What to do: Below are the records; copy out every line that holds the word "value".

Saved entries

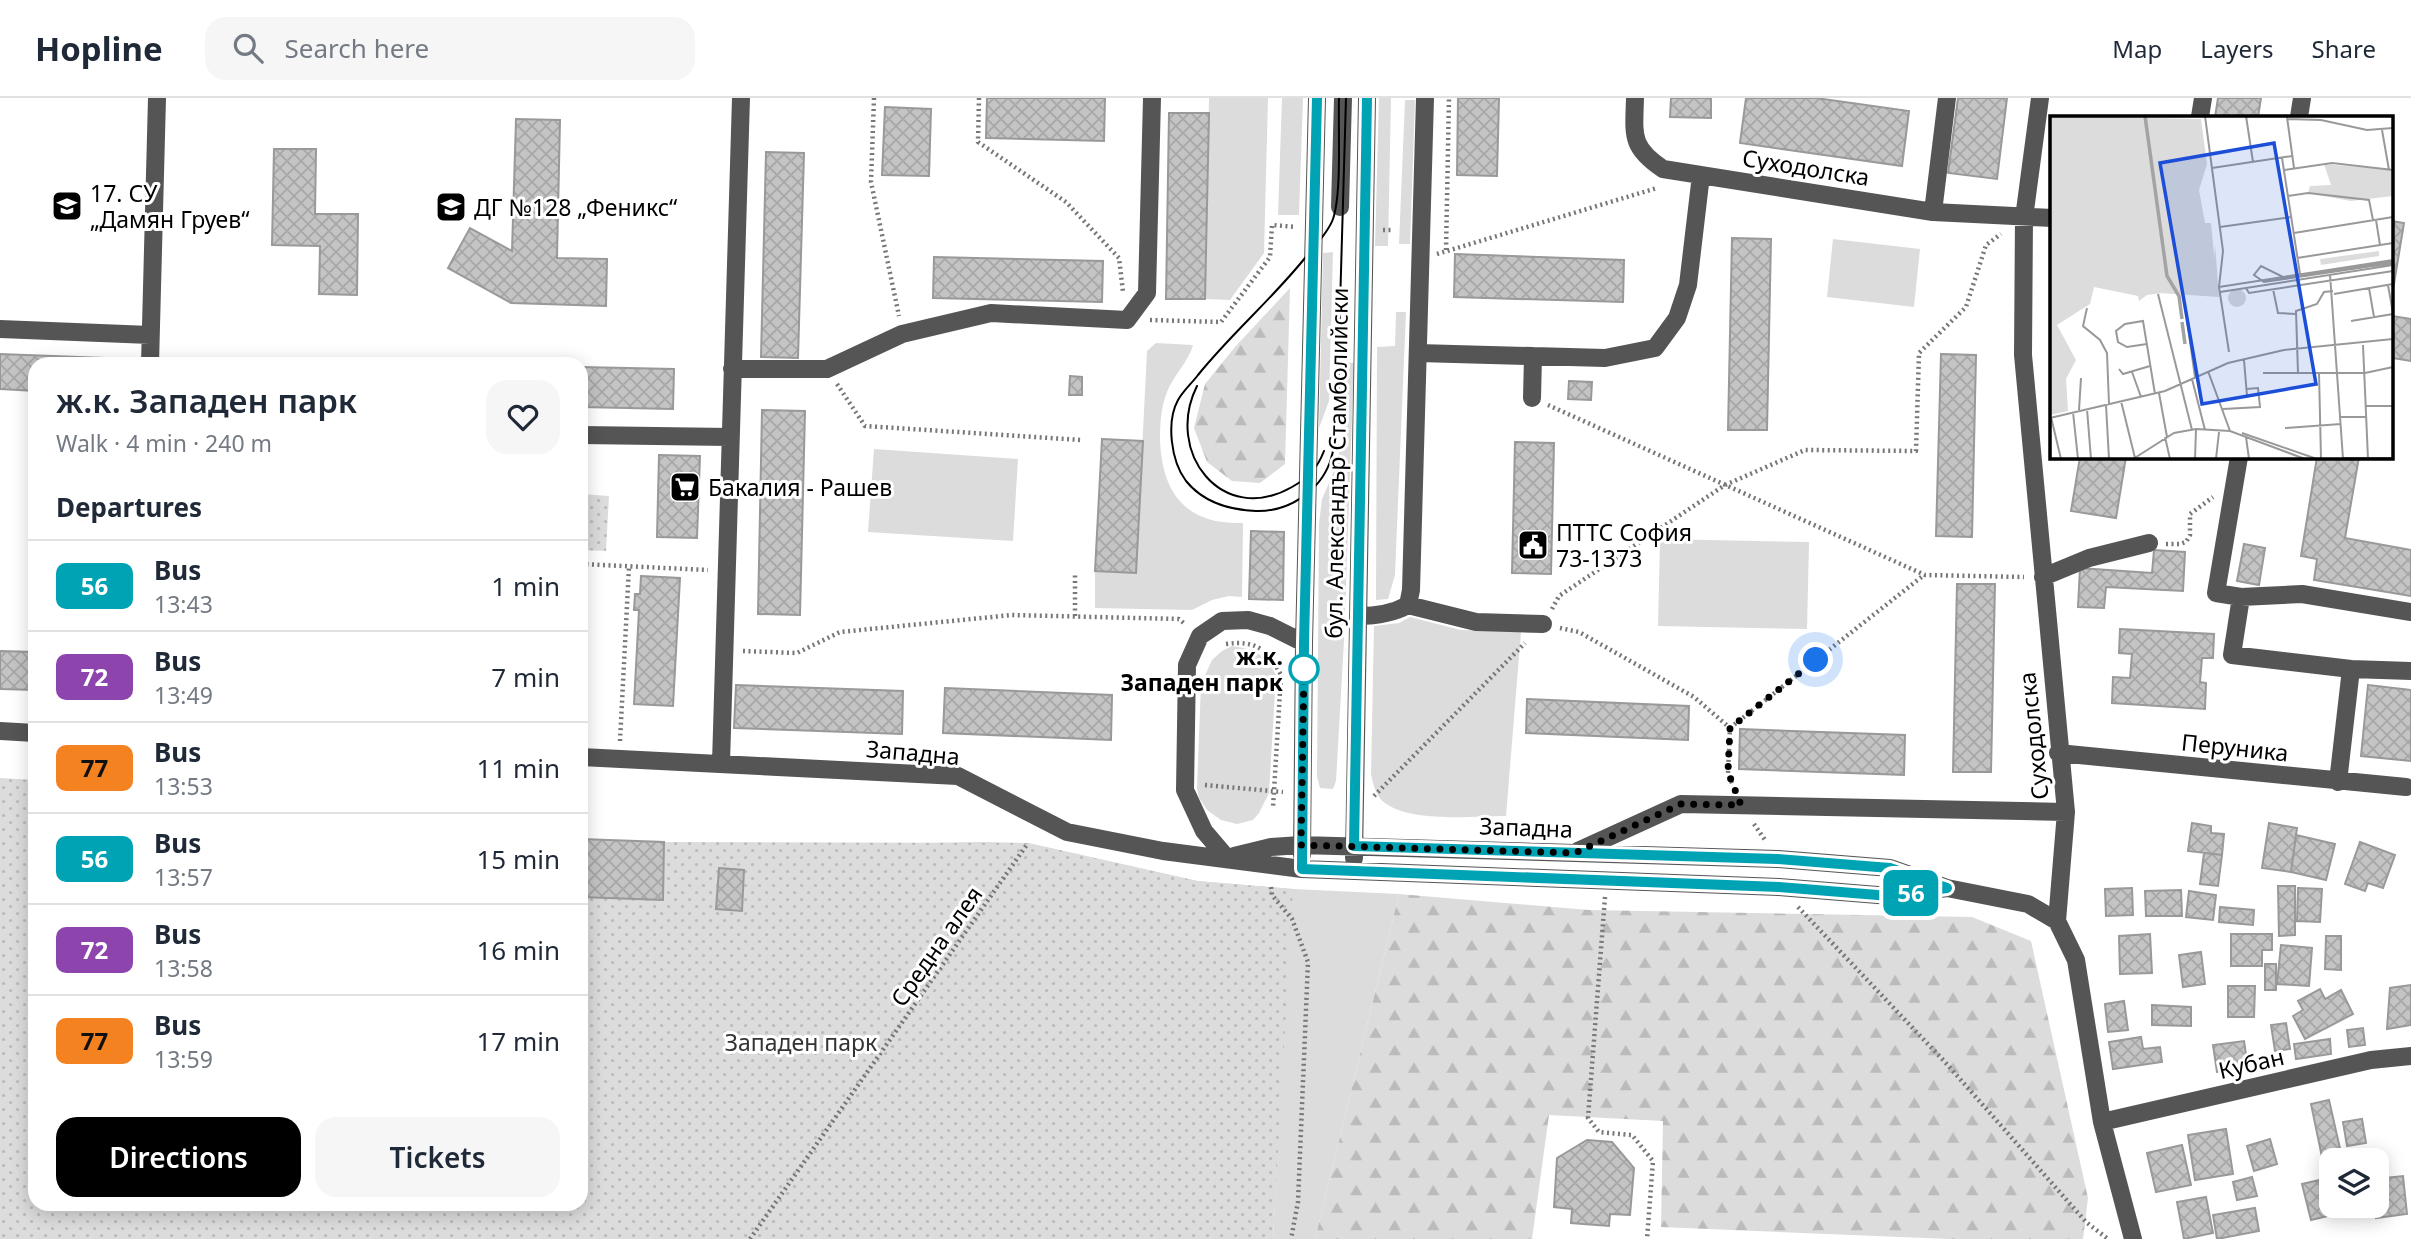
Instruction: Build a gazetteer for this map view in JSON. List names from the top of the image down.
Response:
{
  "streets": {
    "street": [
      "Суходолска",
      "бул. Александър Стамболийски",
      "Перуника",
      "Западна",
      "Кубан"
    ],
    "path": ["Средна алея"]
  },
  "crossings": [
    ["Суходолска", "Перуника"],
    ["Суходолска", "Западна"],
    ["бул. Александър Стамболийски", "Западна"]
  ],
  "parks": ["Западен парк"],
  "places": {
    "school or university": ["17. СУ „Дамян Груев“", "ДГ №128 „Феникс“"],
    "supermarket": ["Бакалия - Рашев"],
    "public building": ["ПТТС София 73-1373"],
    "other": ["ж.к. Западен парк"]
  },
  "lines": ["bus line 56"],
  "page": {
    "header": "Hopline",
    "search": "Search here",
    "nav": ["Map", "Layers", "Share"],
    "on_map": "56",
    "heading": [
      ["ж.к. Западен парк", "Walk · 4 min · 240 m"],
      "Departures"
    ],
    "list": [
      {
        "mark": "56",
        "name": "Bus",
        "note": "13:43",
        "value": "1 min"
      },
      {
        "mark": "72",
        "name": "Bus",
        "note": "13:49",
        "value": "7 min"
      },
      {
        "mark": "77",
        "name": "Bus",
        "note": "13:53",
        "value": "11 min"
      },
      {
        "mark": "56",
        "name": "Bus",
        "note": "13:57",
        "value": "15 min"
      },
      {
        "mark": "72",
        "name": "Bus",
        "note": "13:58",
        "value": "16 min"
      },
      {
        "mark": "77",
        "name": "Bus",
        "note": "13:59",
        "value": "17 min"
      }
    ],
    "buttons": ["Directions", "Tickets"]
  }
}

Result of this task:
        "value": "1 min"
        "value": "7 min"
        "value": "11 min"
        "value": "15 min"
        "value": "16 min"
        "value": "17 min"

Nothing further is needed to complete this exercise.